What is ProPG?
Professional Practice Guidance: Planning & Noise (ProPG) is a document which was published in 2017 by the Association of Noise Consultants (ANC), Institute of Acoustics (IOA) and the Chartered Institute of Environmental Health (CIEH).
The current Government planning, noise policy and guidance provides clear objectives, however it does not define a prescriptive method to assess the suitability of new residential dwellings in England.
ProPG aims to provide guidance on noise during the planning stage for new residential dwellings and provides a standardised approach to assess the suitability. It also outlines good acoustic design principles for residential developments and promotes the inclusion of these principles where possible.
Who is it for?
The document is intended to be used by acoustic consultants when assessing a site’s suitability for residential development. It could also be used for reference by local authorities, who may request that assessments be undertaken in accordance with ProPG, in order to determine whether a scheme is suitable for residential development. At the time of writing, the guidance appears to have been adopted by several local authorities across the country.
What has it replaced?
Since 2012, the only guidance provided to Local Authorities was included in the National Planning Policy Framework (NPPF). Although ProPG does not replace guidance within NPPF, it does significantly expand on the noise policies in NPPF.
Prior to 2012, Planning Policy Guidance 24: Planning and Noise (PPG24) guided local authorities in England on assessing the suitability of new residential sites. This document gave a prescriptive method for assessing the site’s suitability, however it did not account for the inclusion of good acoustic design, which could mean that a residential scheme is suitable for development. One of the strengths of ProPG is that it allows the acoustic consultant and local authority flexibility to take a holistic approach to consider the site’s suitability, taking into consideration various design factors which previously may not have been considered.
A new key concept here is that good acoustic design should still be followed if necessary even if the site is quiet, and conversely, through good acoustic design it may be possible to design suitable residential dwellings in areas which experience high noise levels.
The basic principles
The first step in a ProPG assessment is to measure noise levels around the site and to understand the noise climate.

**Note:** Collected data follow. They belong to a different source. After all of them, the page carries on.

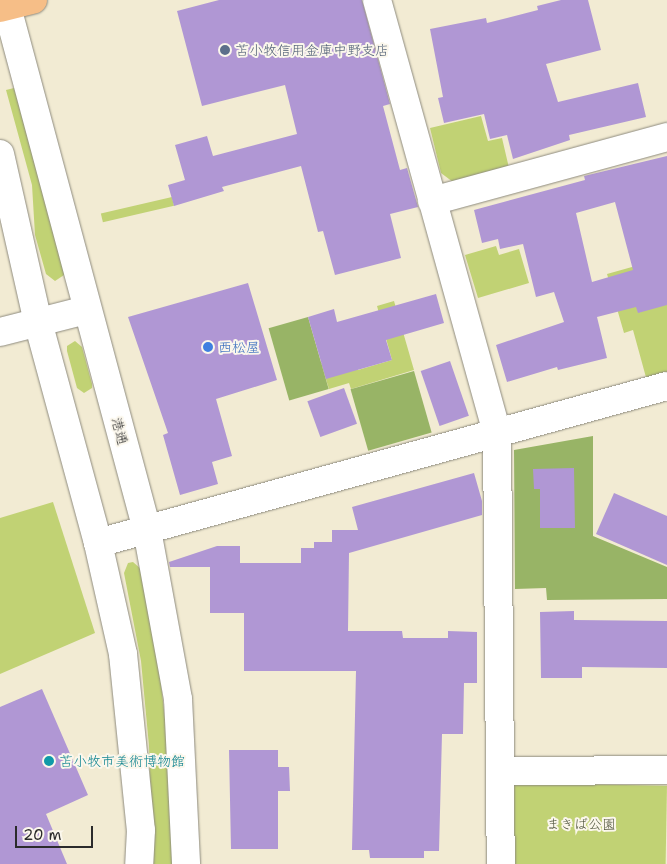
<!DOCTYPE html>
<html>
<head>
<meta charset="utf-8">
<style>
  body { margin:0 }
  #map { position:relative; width:667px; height:864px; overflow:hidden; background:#f2ebd3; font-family:"Shantell Sans","Klee One",sans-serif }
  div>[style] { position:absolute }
  .green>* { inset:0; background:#c1d274; transform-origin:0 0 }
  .forest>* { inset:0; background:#98b466; transform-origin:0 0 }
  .building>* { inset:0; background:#b097d4; transform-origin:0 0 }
  .roads { filter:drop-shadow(0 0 1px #8e8b7f) drop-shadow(0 0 1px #8e8b7f) }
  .minor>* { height:28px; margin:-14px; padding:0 14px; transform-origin:14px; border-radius:14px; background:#fff }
  .highway>* { height:28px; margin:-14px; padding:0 14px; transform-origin:14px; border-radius:14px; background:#f6be87 }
  .dots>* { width:14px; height:14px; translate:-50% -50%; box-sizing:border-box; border:2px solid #fbf7ec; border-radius:50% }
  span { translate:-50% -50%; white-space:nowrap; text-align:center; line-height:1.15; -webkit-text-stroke:4px #fbf7ec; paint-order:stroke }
  .service-label { font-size:14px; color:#4e5e75 }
  .left { translate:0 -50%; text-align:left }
  .shop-label { font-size:14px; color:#366cbe }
  .street-label { font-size:14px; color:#2b2b2b }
  .culture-label { font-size:14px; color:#0d838f }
  .park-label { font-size:14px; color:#50553d }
  .scale { position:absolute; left:15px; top:826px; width:78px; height:22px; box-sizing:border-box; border:2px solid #2b2b2b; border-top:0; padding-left:6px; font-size:15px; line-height:18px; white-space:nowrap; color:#2b2b2b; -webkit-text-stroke:4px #fbf7ec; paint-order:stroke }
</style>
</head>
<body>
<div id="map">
  <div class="green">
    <i style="clip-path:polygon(14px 88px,64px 269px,64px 275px,55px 281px,46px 274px,35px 235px,32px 185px,6px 90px)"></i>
    <i style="clip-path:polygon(481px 116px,488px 141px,502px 138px,509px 168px,453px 182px,441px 173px,430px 128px)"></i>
    <i style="left:172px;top:197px;width:9px;height:73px;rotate:77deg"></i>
    <i style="clip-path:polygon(496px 246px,499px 255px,519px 249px,529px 283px,478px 298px,465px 255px)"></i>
    <i style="clip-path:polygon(664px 258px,667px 263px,667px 376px,647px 381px,633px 330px,624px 333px,607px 274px)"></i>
    <i style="clip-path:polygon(394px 301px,414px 370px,351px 389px,349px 383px,329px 389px,321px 363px,353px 354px,358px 370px,392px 360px,377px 306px)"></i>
    <i style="clip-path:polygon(75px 341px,82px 347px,92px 384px,92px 388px,84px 393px,77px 388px,67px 351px,67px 346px)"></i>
    <i style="clip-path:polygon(53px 502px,95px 633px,0 674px,0 518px)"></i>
    <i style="clip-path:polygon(133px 562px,141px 569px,158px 658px,168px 745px,173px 864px,153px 864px,149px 746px,141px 661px,124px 573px,128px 563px)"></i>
    <i style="left:514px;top:783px;width:153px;height:81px;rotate:1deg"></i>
  </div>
  <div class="forest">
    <i style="left:308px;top:317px;width:75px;height:41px;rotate:74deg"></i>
    <i style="left:414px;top:371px;width:64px;height:66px;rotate:74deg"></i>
    <i style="clip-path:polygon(593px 436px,593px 536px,667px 567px,667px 599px,547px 600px,546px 588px,515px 589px,514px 450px)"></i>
  </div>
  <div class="building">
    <i style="clip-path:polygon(219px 0,362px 0,390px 104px,383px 106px,400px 170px,407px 168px,418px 207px,390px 214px,401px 258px,335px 275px,323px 231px,318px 232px,301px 166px,222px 187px,224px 191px,174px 206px,168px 185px,185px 180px,175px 145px,207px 136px,213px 156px,297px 134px,285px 85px,202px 106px,177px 11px)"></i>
    <i style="clip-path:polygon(561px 0,588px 0,601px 50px,546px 64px,558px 102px,638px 83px,646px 117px,569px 135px,570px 140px,513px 159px,507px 135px,490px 139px,484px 114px,444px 123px,438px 98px,443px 97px,430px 29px,486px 18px,487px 23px,538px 10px,537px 6px)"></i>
    <i style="clip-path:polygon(evenodd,667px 156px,667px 305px,638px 313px,636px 307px,597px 317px,607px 358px,558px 370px,557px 367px,507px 382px,496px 345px,564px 322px,554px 292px,536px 297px,523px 244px,500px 249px,498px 239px,482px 243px,474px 210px,585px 180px,584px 176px,667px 156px,615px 202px,633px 270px,592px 282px,576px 213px,615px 202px)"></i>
    <i style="clip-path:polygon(248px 283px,277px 380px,216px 399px,232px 456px,212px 462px,218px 484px,180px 495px,163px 435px,168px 433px,128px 317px)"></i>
    <i style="clip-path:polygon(436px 294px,444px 323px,386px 340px,392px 360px,326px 379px,308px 317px,334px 309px,337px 322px)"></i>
    <i style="left:450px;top:361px;width:58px;height:31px;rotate:71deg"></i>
    <i style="left:344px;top:388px;width:38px;height:39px;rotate:70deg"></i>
    <i style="clip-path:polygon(574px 468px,575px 528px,540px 528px,540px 489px,534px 489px,533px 469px)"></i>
    <i style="clip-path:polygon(474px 473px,482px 501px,482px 515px,349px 553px,348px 631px,402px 631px,403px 638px,448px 638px,448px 631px,477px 632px,477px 683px,464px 683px,463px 734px,442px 734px,439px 851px,424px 851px,424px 858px,370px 858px,369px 850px,352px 850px,356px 671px,244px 671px,244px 613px,210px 613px,210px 567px,170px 567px,169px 562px,217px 546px,240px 546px,240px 563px,301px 563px,301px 548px,314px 548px,314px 542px,332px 542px,332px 530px,358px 530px,352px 507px)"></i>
    <i style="clip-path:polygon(614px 493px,667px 516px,667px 565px,596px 534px)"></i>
    <i style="clip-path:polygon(574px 611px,574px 620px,667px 621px,667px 668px,582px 667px,582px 678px,541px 678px,540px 612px)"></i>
    <i style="clip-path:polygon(42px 689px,88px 795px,46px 814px,67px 864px,0 864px,0 707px)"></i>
    <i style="clip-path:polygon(229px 750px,278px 750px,278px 767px,289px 767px,290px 791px,278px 791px,278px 849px,231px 849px)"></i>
  </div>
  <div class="roads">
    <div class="minor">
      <i style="left:377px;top:0;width:449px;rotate:74.5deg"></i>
      <i style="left:497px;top:433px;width:431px;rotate:89.5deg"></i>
      <i style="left:7px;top:7px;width:541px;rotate:75.01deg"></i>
      <i style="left:147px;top:530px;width:172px;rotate:79.6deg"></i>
      <i style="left:178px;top:699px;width:165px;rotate:87.2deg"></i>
      <i style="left:0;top:154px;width:172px;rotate:77.3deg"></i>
      <i style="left:38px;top:322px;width:229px;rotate:74.8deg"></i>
      <i style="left:98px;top:543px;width:114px;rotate:77.3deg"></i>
      <i style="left:123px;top:654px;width:177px;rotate:84.2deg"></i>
      <i style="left:141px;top:830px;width:34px;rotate:93deg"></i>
      <i style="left:432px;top:201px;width:244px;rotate:-15.2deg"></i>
      <i style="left:0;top:332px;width:89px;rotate:-14.3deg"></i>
      <i style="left:98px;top:543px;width:590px;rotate:-15.43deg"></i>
      <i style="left:501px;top:771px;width:166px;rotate:-0.3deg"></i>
    </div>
    <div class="highway">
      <i style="left:0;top:8px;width:34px;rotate:-14deg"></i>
    </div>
  </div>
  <div class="dots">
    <i style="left:225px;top:50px;background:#5c6f8a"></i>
    <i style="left:208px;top:347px;background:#3f7fe0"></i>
    <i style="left:49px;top:761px;background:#0f9aa8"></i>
  </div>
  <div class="service-label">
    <span class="left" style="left:235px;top:50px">苫小牧信用金庫中野支店</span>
  </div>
  <div class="shop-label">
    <span class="left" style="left:218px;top:347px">西松屋</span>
  </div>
  <div class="street-label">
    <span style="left:120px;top:431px;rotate:75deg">港通</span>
  </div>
  <div class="culture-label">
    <span class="left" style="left:59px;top:761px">苫小牧市美術博物館</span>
  </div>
  <div class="park-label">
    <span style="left:581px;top:824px">まきば公園</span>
  </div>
  <div class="scale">20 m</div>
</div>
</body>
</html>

Once a noise survey has been completed, ProPG sets out various assessment ‘routes’ which are dependent on how high noise levels are around the site. It’s important to note that the advice provided in ProPG is generally applicable to transport noise, and should not be used to assess industrial noise. In such cases, BS4142:2014 should be referred to.
Negligible Risk Sites
Generally if the measured noise levels are below 50dB LAeq,16hours during the day and 40dB LAeq,8hours at night then it is unlikely that any further detailed assessment would be necessary, as the site likely to be suitable.
Low Risk Sites
Where noise levels are below 60dB LAeq,16hours during the day and 50dB LAeq,8hours at night, then the site is likely to be classed as ‘low risk’. In such situations, it may be necessary to prepare an Acoustic Design Statement (ADS) to demonstrate that good acoustic design of the scheme will allow the site to be suitable for development.
Medium & High Risk Sites
If noise levels are above 60dB LAeq,16hours during the day and 50dB LAeq,8hours at night, then the site could be classed as ‘medium risk’ or ‘high risk’. If this is the case then it likely that a detailed ADS will be required, which will review various design elements and potentially fundamentally affect the building’s orientation, layout and other design features. The impact of altering the scheme for acoustic purposes would then need to be reviewed by the design team to see if such changes could be made, while still resulting in a feasible design overall.
One of the most critical aspects of implementing good acoustic design is to ensure that an acoustic consultant is engaged as early in the design as possible, and ideally at the concept stage. If engaged too late, it may not be possible to alter the building’s design sufficiently to demonstrate that good acoustic conditions can be achieved throughout the development, which could ultimately result in planning permission for the development being conditioned or refused on the grounds of noise.